Mr. Column

By meganburns81

I’m really a Spaceball. I know that. When I was a kid we watched our tape of it constantly. My siblings and I ruined countless adult dinner parties with our insistence on reciting lines and doing voices from the movie. The first string of words my little brother ever uttered was “Hot…Too Hot”. Swear on a stack of Bibles, that is true. Ask my mom. You won’t be surprised to hear that his second sentence was a mangled version of “Hello my name is Inigo Montoya. You keel my father prepare to die”.
I realize now it’s a little embarrassing to harbor this secret love of Spaceballs, especially because my favorite movies as an adult are Mel Brooks’ good movies. I’m not delusional about its objective quality, but at least Spaceballs has more jokes than High Anxiety, which has precisely three. And one of them is just a gag from Blazing Saddles. Spaceballs has a metric ton of goofy, lowest common denominator appeal. The bits are all so childish and sincere. And it has a lot of swears.

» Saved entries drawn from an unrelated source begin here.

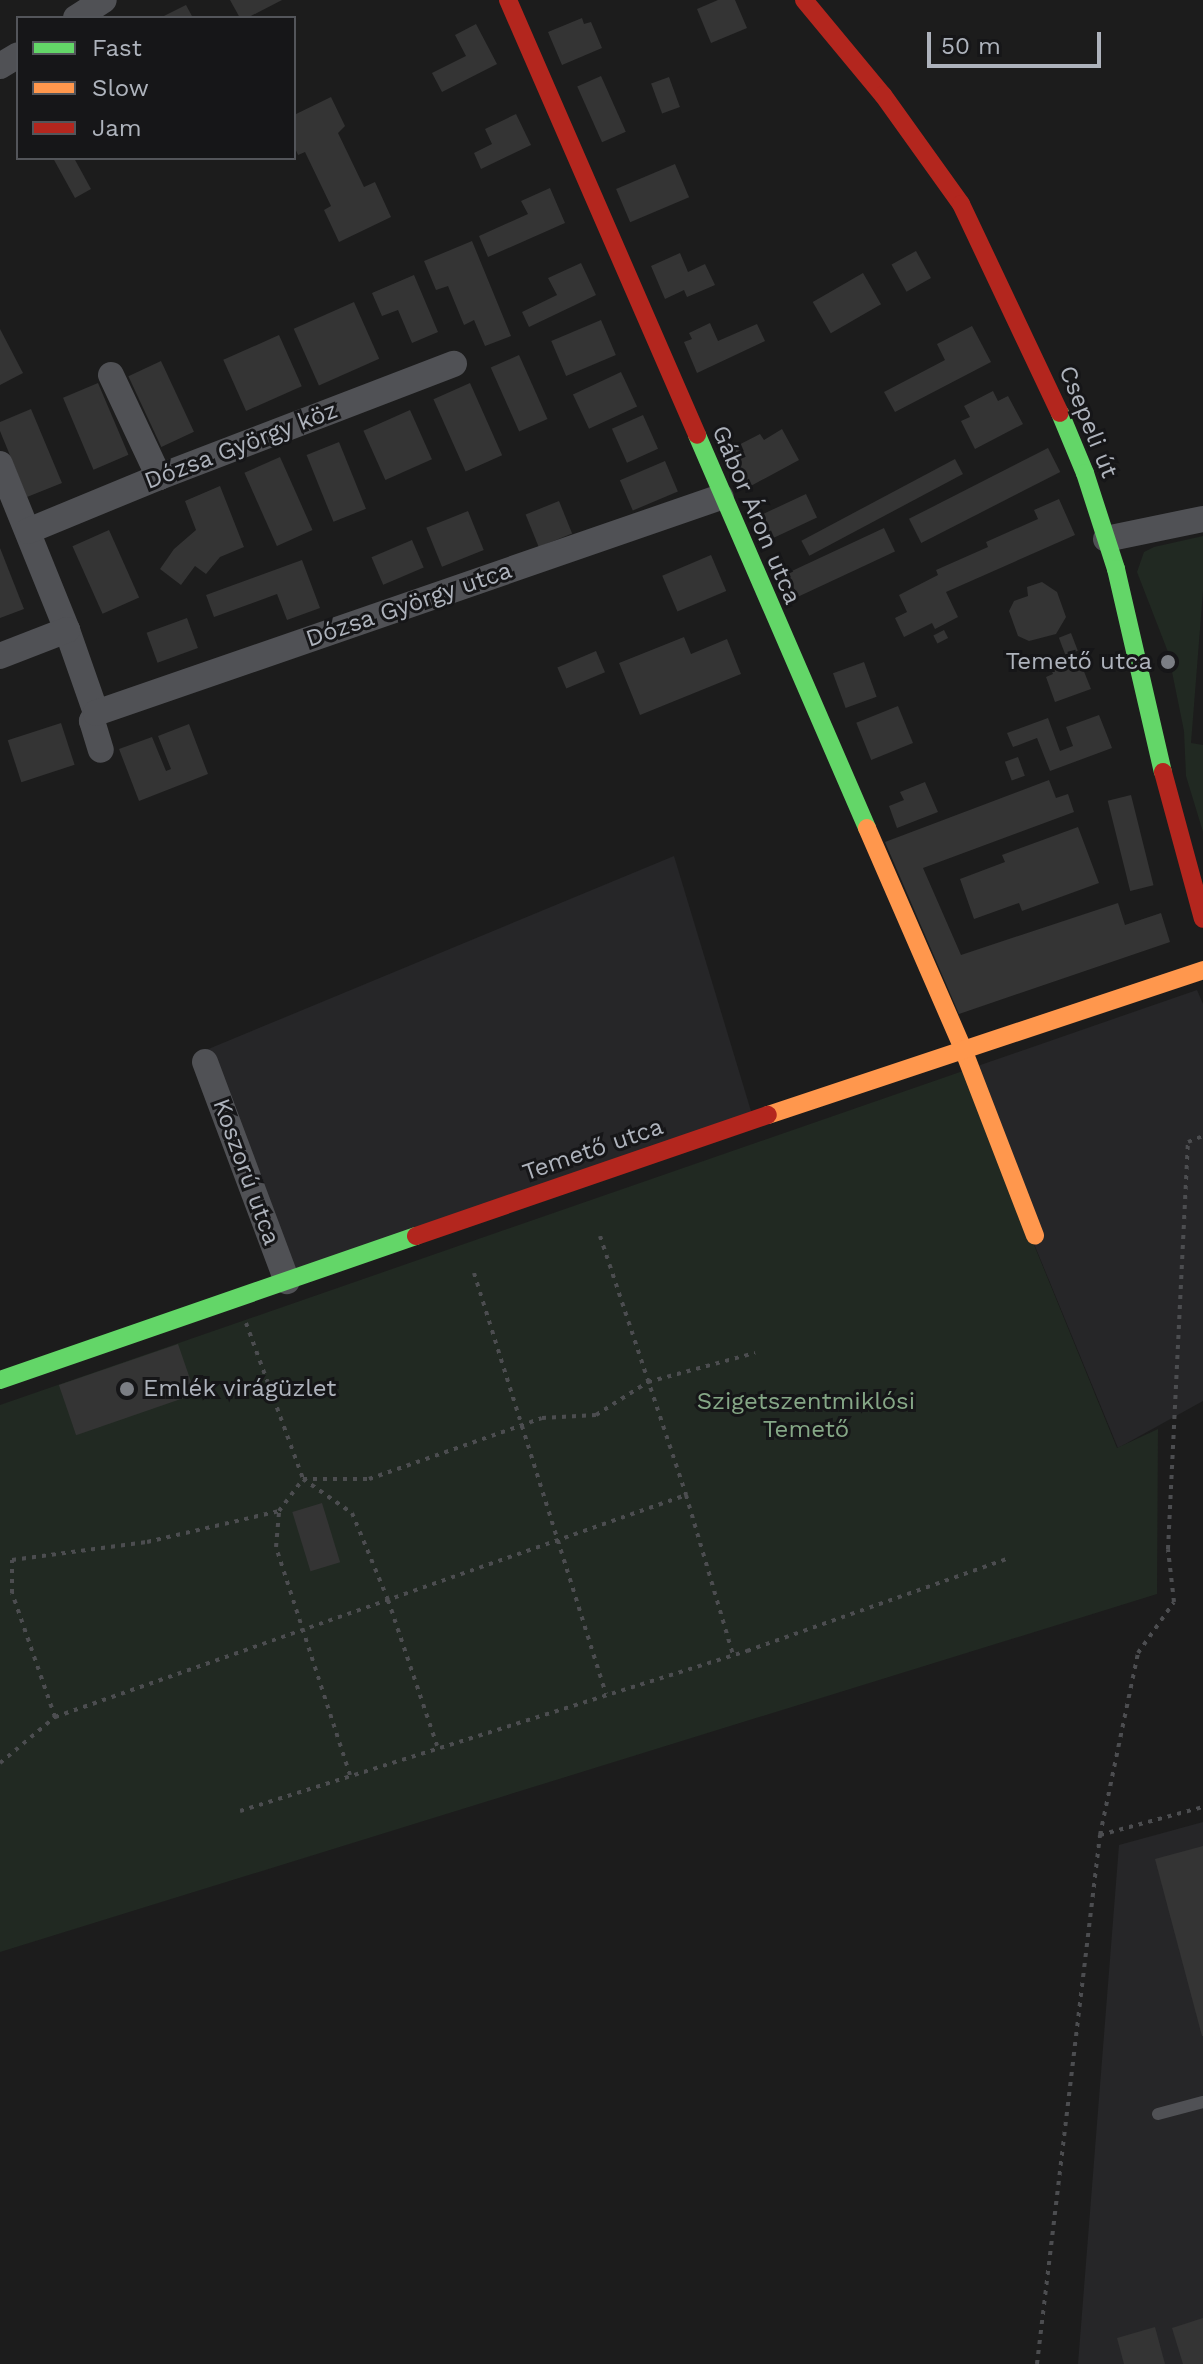 <!DOCTYPE html>
<meta charset="utf-8">
<style>
body{margin:0}
#map{position:relative;width:1203px;height:2364px;overflow:hidden;background:#1c1c1c;font-family:"Work Sans",sans-serif}
div>[style]{position:absolute}
[style*='--x']{left:calc(var(--x)*1px);top:calc(var(--y)*1px);width:calc(var(--w)*1px);rotate:calc(var(--a)*1deg)}
.built>*{inset:0;background:#262628}
.green>*{inset:0;background:#212922}
.building>*{inset:0;background:#343434;transform-origin:0 0}
.path>*{height:4px;margin-top:-2px;transform-origin:0;background:repeating-linear-gradient(90deg,#4c4d50 0 4px,transparent 0 10px)}
.lane>*{height:12px;margin:-6px;padding:0 6px;transform-origin:6px;border-radius:6px;background:#505155}
.street>*{height:26px;margin:-13px;padding:0 13px;transform-origin:13px;border-radius:13px;background:#505155}
.fast>*{height:18px;margin:-9px;padding:0 9px;transform-origin:9px;border-radius:9px;background:#63d668}
.slow>*{height:18px;margin:-9px;padding:0 9px;transform-origin:9px;border-radius:9px;background:#ff974d}
.jam>*{height:18px;margin:-9px;padding:0 9px;transform-origin:9px;border-radius:9px;background:#b3261e}
.dots>*{width:22px;height:22px;translate:-50% -50%;box-sizing:border-box;border:4px solid #161618;border-radius:50%}
span{translate:-50% -50%;white-space:nowrap;text-align:center;line-height:1.15;-webkit-text-stroke:6px #161618;paint-order:stroke}
.street-label{font-size:24px;color:#aeb3bc}
.poi-label{font-size:24px;color:#aeb3bc}
.right{translate:-100% -50%;text-align:right}
.left{translate:0 -50%;text-align:left}
.park-label{font-size:24px;color:#85a786}
.legend{position:absolute;left:16px;top:16px;width:280px;height:144px;box-sizing:border-box;background:#161618;border:2px solid #53555a;margin:0;padding:10px 14px;list-style:none;font-size:24px;color:#aeb3bc}
.legend li{display:flex;align-items:center;gap:16px;height:40px}
.legend b{width:40px;border:2px solid #53555a}
.scale{position:absolute;left:927px;top:32px;width:174px;height:36px;box-sizing:border-box;border:4px solid #aeb3bc;border-top:0;padding-left:10px;font-size:24px;line-height:28px;white-space:nowrap;color:#aeb3bc;-webkit-text-stroke:6px #161618;paint-order:stroke}
</style>
<div id="map">
<div class="built">
<i style="clip-path:polygon(674px 856px,754px 1121px,291px 1279px,206px 1050px)"></i>
<i style="clip-path:polygon(1197px 990px,1203px 1004px,1203px 1401px,1118px 1448px,963px 1071px)"></i>
<i style="clip-path:polygon(1203px 1822px,1203px 2364px,1078px 2364px,1119px 1845px)"></i>
</div>
<div class="green">
<i style="clip-path:polygon(1203px 536px,1203px 591px,1191px 743px,1203px 745px,1203px 832px,1186px 776px,1184px 731px,1168px 652px,1137px 572px,1144px 552px,1154px 547px)"></i>
<i style="clip-path:polygon(963px 1071px,1117px 1448px,1158px 1429px,1157px 1594px,0 1952px,0 1405px)"></i>
</div>
<div class="building">
<i style="clip-path:polygon(230px 0,282px 0,247px 18px,240px 18px)"></i>
<i style="clip-path:polygon(718px 0,735px 0,747px 28px,711px 43px,697px 9px)"></i>
<i style="clip-path:polygon(186px 5px,193px 18px,160px 18px)"></i>
<i style="clip-path:polygon(582px 18px,584px 24px,591px 22px,602px 48px,562px 65px,548px 32px)"></i>
<i style="clip-path:polygon(476px 24px,497px 64px,442px 92px,432px 73px,466px 56px,455px 35px)"></i>
<i style="left:601px;top:76px;width:61px;height:26px;rotate:66deg"></i>
<i style="left:669px;top:77px;width:32px;height:19px;rotate:70deg"></i>
<i style="clip-path:polygon(331px 97px,345px 126px,338px 133px,364px 187px,375px 182px,391px 217px,339px 242px,324px 210px,331px 206px,305px 152px,298px 155px,294px 146px,294px 115px)"></i>
<i style="clip-path:polygon(516px 114px,531px 145px,481px 169px,474px 153px,492px 144px,485px 129px)"></i>
<i style="clip-path:polygon(53px 158px,74px 158px,91px 189px,75px 198px)"></i>
<i style="left:675px;top:164px;width:36px;height:64px;rotate:67deg"></i>
<i style="clip-path:polygon(550px 188px,565px 223px,488px 257px,479px 236px,528px 214px,521px 201px)"></i>
<i style="clip-path:polygon(472px 241px,511px 336px,485px 346px,474px 320px,464px 325px,448px 286px,436px 290px,424px 261px)"></i>
<i style="left:916px;top:251px;width:31px;height:28px;rotate:61deg"></i>
<i style="clip-path:polygon(680px 253px,688px 272px,705px 264px,715px 285px,687px 297px,684px 290px,665px 299px,651px 266px)"></i>
<i style="clip-path:polygon(581px 263px,596px 295px,529px 327px,522px 312px,557px 295px,548px 278px)"></i>
<i style="left:863px;top:273px;width:36px;height:58px;rotate:60deg"></i>
<i style="clip-path:polygon(414px 275px,438px 332px,412px 343px,398px 310px,382px 316px,372px 293px)"></i>
<i style="left:354px;top:302px;width:62px;height:66px;rotate:66deg"></i>
<i style="left:601px;top:320px;width:38px;height:54px;rotate:67deg"></i>
<i style="clip-path:polygon(710px 323px,718px 341px,757px 324px,765px 341px,697px 373px,684px 342px,692px 339px,689px 333px)"></i>
<i style="clip-path:polygon(972px 326px,991px 362px,895px 412px,884px 392px,945px 360px,937px 344px)"></i>
<i style="clip-path:polygon(0 329px,23px 373px,0 385px)"></i>
<i style="left:279px;top:335px;width:56px;height:61px;rotate:66deg"></i>
<i style="left:519px;top:355px;width:70px;height:31px;rotate:66deg"></i>
<i style="left:161px;top:361px;width:78px;height:36px;rotate:65deg"></i>
<i style="left:621px;top:372px;width:38px;height:53px;rotate:65deg"></i>
<i style="left:98px;top:383px;width:78px;height:38px;rotate:67deg"></i>
<i style="left:470px;top:383px;width:79px;height:40px;rotate:66deg"></i>
<i style="clip-path:polygon(993px 391px,998px 401px,1008px 396px,1023px 424px,975px 449px,961px 421px,970px 417px,964px 406px)"></i>
<i style="clip-path:polygon(31px 409px,62px 483px,27px 497px,0 431px,0 422px)"></i>
<i style="left:410px;top:410px;width:54px;height:51px;rotate:66deg"></i>
<i style="left:643px;top:415px;width:37px;height:34px;rotate:66deg"></i>
<i style="clip-path:polygon(782px 429px,799px 460px,747px 488px,727px 451px,760px 434px,764px 440px)"></i>
<i style="left:339px;top:442px;width:72px;height:35px;rotate:68deg"></i>
<i style="left:1048px;top:448px;width:27px;height:156px;rotate:63deg"></i>
<i style="left:280px;top:457px;width:80px;height:39px;rotate:66deg"></i>
<i style="left:955px;top:459px;width:17px;height:174px;rotate:62deg"></i>
<i style="left:665px;top:461px;width:33px;height:49px;rotate:67deg"></i>
<i style="clip-path:polygon(220px 486px,244px 547px,220px 557px,206px 574px,195px 566px,181px 585px,160px 569px,174px 549px,196px 530px,185px 501px)"></i>
<i style="left:806px;top:494px;width:26px;height:50px;rotate:65deg"></i>
<i style="clip-path:polygon(1059px 499px,1075px 535px,946px 592px,958px 617px,935px 629px,932px 623px,904px 637px,895px 618px,907px 612px,899px 595px,938px 575px,936px 570px,988px 547px,986px 542px,1038px 519px,1034px 510px)"></i>
<i style="left:559px;top:501px;width:35px;height:36px;rotate:68deg"></i>
<i style="left:468px;top:511px;width:42px;height:45px;rotate:68deg"></i>
<i style="left:884px;top:528px;width:26px;height:107px;rotate:65deg"></i>
<i style="left:109px;top:530px;width:74px;height:40px;rotate:66deg"></i>
<i style="left:412px;top:540px;width:30px;height:44px;rotate:67deg"></i>
<i style="clip-path:polygon(0 548px,24px 609px,0 618px)"></i>
<i style="left:711px;top:555px;width:39px;height:53px;rotate:67deg"></i>
<i style="clip-path:polygon(302px 560px,320px 608px,287px 620px,277px 594px,214px 617px,206px 595px)"></i>
<i style="clip-path:polygon(1042px 582px,1057px 592px,1066px 617px,1056px 634px,1029px 641px,1018px 636px,1009px 611px,1014px 601px,1028px 596px,1027px 587px)"></i>
<i style="left:187px;top:618px;width:32px;height:43px;rotate:70deg"></i>
<i style="left:944px;top:630px;width:9px;height:12px;rotate:63deg"></i>
<i style="left:1071px;top:633px;width:19px;height:13px;rotate:69deg"></i>
<i style="clip-path:polygon(684px 637px,691px 654px,727px 639px,741px 674px,640px 715px,619px 663px)"></i>
<i style="left:596px;top:651px;width:23px;height:42px;rotate:67deg"></i>
<i style="left:864px;top:662px;width:37px;height:33px;rotate:70deg"></i>
<i style="clip-path:polygon(1069px 662px,1071px 668px,1081px 664px,1091px 689px,1055px 702px,1046px 677px,1053px 674px,1051px 669px)"></i>
<i style="left:898px;top:706px;width:40px;height:45px;rotate:68deg"></i>
<i style="clip-path:polygon(1099px 715px,1112px 748px,1050px 771px,1037px 738px,1013px 747px,1007px 733px,1048px 718px,1060px 751px,1073px 746px,1066px 727px)"></i>
<i style="left:61px;top:723px;width:44px;height:56px;rotate:72deg"></i>
<i style="clip-path:polygon(189px 724px,208px 774px,139px 801px,119px 749px,152px 737px,166px 771px,171px 769px,158px 736px)"></i>
<i style="left:1018px;top:757px;width:20px;height:14px;rotate:70deg"></i>
<i style="clip-path:polygon(1049px 780px,1056px 798px,1068px 794px,1074px 812px,923px 868px,961px 955px,1118px 903px,1125px 925px,1161px 913px,1170px 942px,959px 1014px,885px 842px)"></i>
<i style="clip-path:polygon(925px 782px,938px 812px,897px 828px,889px 806px,904px 800px,900px 792px)"></i>
<i style="left:1131px;top:795px;width:93px;height:24px;rotate:76deg"></i>
<i style="clip-path:polygon(1078px 827px,1099px 883px,1022px 911px,1019px 903px,974px 919px,960px 879px,1005px 862px,1002px 855px)"></i>
<i style="left:178px;top:1344px;width:53px;height:126px;rotate:71deg"></i>
<i style="left:322px;top:1503px;width:62px;height:31px;rotate:73deg"></i>
<i style="clip-path:polygon(1203px 1846px,1203px 2036px,1202px 2036px,1155px 1859px)"></i>
<i style="clip-path:polygon(1203px 2318px,1203px 2364px,1183px 2364px,1172px 2328px)"></i>
<i style="clip-path:polygon(1155px 2327px,1165px 2364px,1124px 2364px,1117px 2338px)"></i>
</div>
<div class="path">
<i style="--x:600;--y:1236;--w:273;--a:71.6"></i>
<i style="--x:686;--y:1495;--w:167;--a:73.6"></i>
<i style="--x:474;--y:1273;--w:441;--a:72.6"></i>
<i style="--x:246;--y:1323;--w:166;--a:69.9"></i>
<i style="--x:303;--y:1479;--w:66;--a:0"></i>
<i style="--x:369;--y:1479;--w:183;--a:-19.4"></i>
<i style="--x:542;--y:1418;--w:54;--a:-3.2"></i>
<i style="--x:596;--y:1415;--w:62;--a:-32.4"></i>
<i style="--x:648;--y:1382;--w:111;--a:-15.2"></i>
<i style="--x:55;--y:1717;--w:669;--a:-19.38"></i>
<i style="--x:0;--y:1763;--w:72;--a:-39.9"></i>
<i style="--x:55;--y:1717;--w:131;--a:-109.1"></i>
<i style="--x:12;--y:1593;--w:33;--a:-90"></i>
<i style="--x:12;--y:1560;--w:136;--a:-7.6"></i>
<i style="--x:147;--y:1542;--w:136;--a:-13.2"></i>
<i style="--x:350;--y:1775;--w:240;--a:-108"></i>
<i style="--x:276;--y:1547;--w:36;--a:-85"></i>
<i style="--x:279;--y:1511;--w:40;--a:-53"></i>
<i style="--x:303;--y:1479;--w:60;--a:34.8"></i>
<i style="--x:352;--y:1513;--w:94;--a:67.5"></i>
<i style="--x:388;--y:1600;--w:154;--a:71.4"></i>
<i style="--x:240;--y:1811;--w:532;--a:-17.51"></i>
<i style="--x:747;--y:1651;--w:278;--a:-19.5"></i>
<i style="--x:1100;--y:1835;--w:186;--a:-78.2"></i>
<i style="--x:1138;--y:1653;--w:62;--a:-54.8"></i>
<i style="--x:1174;--y:1602;--w:53;--a:-96.5"></i>
<i style="--x:1168;--y:1549;--w:407;--a:-87.2"></i>
<i style="--x:1188;--y:1142;--w:16;--a:-22"></i>
<i style="--x:1037;--y:2364;--w:533;--a:-83.21"></i>
<i style="--x:1100;--y:1835;--w:107;--a:-15.2"></i>
</div>
<div class="lane">
<i style="--x:1158;--y:2114;--w:47;--a:-14.9"></i>
</div>
<div class="street">
<i style="--x:76;--y:18;--w:33;--a:-33"></i>
<i style="--x:0;--y:66;--w:21;--a:-31"></i>
<i style="--x:111;--y:375;--w:113;--a:64.8"></i>
<i style="--x:0;--y:464;--w:179;--a:68"></i>
<i style="--x:67;--y:630;--w:88;--a:70.7"></i>
<i style="--x:96;--y:713;--w:9;--a:117"></i>
<i style="--x:92;--y:721;--w:30;--a:73"></i>
<i style="--x:28;--y:531;--w:142;--a:-22.4"></i>
<i style="--x:159;--y:477;--w:316;--a:-21"></i>
<i style="--x:1106;--y:539;--w:99;--a:-11.7"></i>
<i style="--x:0;--y:656;--w:72;--a:-21.2"></i>
<i style="--x:96;--y:713;--w:661;--a:-19.07"></i>
<i style="--x:205;--y:1062;--w:234;--a:69.5"></i>
</div>
<div class="fast">
<i style="--x:1060;--y:413;--w:65;--a:67.4"></i>
<i style="--x:1085;--y:473;--w:101;--a:72.1"></i>
<i style="--x:1116;--y:569;--w:208;--a:77"></i>
<i style="--x:697;--y:435;--w:428;--a:66.6"></i>
<i style="--x:0;--y:1380;--w:440;--a:-19.1"></i>
</div>
<div class="slow">
<i style="--x:867;--y:828;--w:241;--a:66.5"></i>
<i style="--x:963;--y:1049;--w:200;--a:68.9"></i>
<i style="--x:768;--y:1115;--w:459;--a:-18.4"></i>
</div>
<div class="jam">
<i style="--x:508;--y:0;--w:474;--a:66.5"></i>
<i style="--x:804;--y:0;--w:124;--a:50.3"></i>
<i style="--x:883;--y:95;--w:134;--a:54.4"></i>
<i style="--x:961;--y:204;--w:231;--a:64.7"></i>
<i style="--x:1163;--y:772;--w:152;--a:74.8"></i>
<i style="--x:416;--y:1236;--w:372;--a:-19"></i>
</div>
<div class="dots">
<i style="left:1168px;top:662px;background:#7b7e84"></i>
<i style="left:127px;top:1389px;background:#7b7e84"></i>
</div>
<div class="street-label">
<span style="left:1088px;top:422px;rotate:68deg">Csepeli út</span>
<span style="left:241px;top:446px;rotate:-21deg">Dózsa György köz</span>
<span style="left:756px;top:515px;rotate:67deg">Gábor Áron utca</span>
<span style="left:409px;top:605px;rotate:-19deg">Dózsa György utca</span>
<span style="left:593px;top:1150px;rotate:-19deg">Temető utca</span>
<span style="left:246px;top:1172px;rotate:70deg">Koszorú utca</span>
</div>
<div class="poi-label">
<span class="right" style="left:1152px;top:662px">Temető utca</span>
<span class="left" style="left:143px;top:1389px">Emlék virágüzlet</span>
</div>
<div class="park-label">
<span style="left:806px;top:1416px">Szigetszentmiklósi<br>Temető</span>
</div>
<ul class="legend">
<li><b style="height:10px;background:#63d668"></b>Fast</li>
<li><b style="height:10px;background:#ff974d"></b>Slow</li>
<li><b style="height:10px;background:#b3261e"></b>Jam</li>
</ul>
<div class="scale">50 m</div>
</div>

It makes sense that the new cartoon would be lowbrow and raunchy, but I was hoping for more of a silly and sweet “Virgin Alarm” deal rather than a boob-centric Tripping the Rift type of humor. I mostly hate the show, but I admit I genuinely cracked up at a couple of jokes. I can’t see why adding Yogurt’s wife and another -arlene helps things, but hearing Mel Brooks recite the Konami code was pretty thrilling. The animation is so crummy and weird, and Dark Helmet is so stupidly tiny as to render the whole thing unfunny. But if I look on the bright side, maybe now we’ll get Spaceballs the Cereal.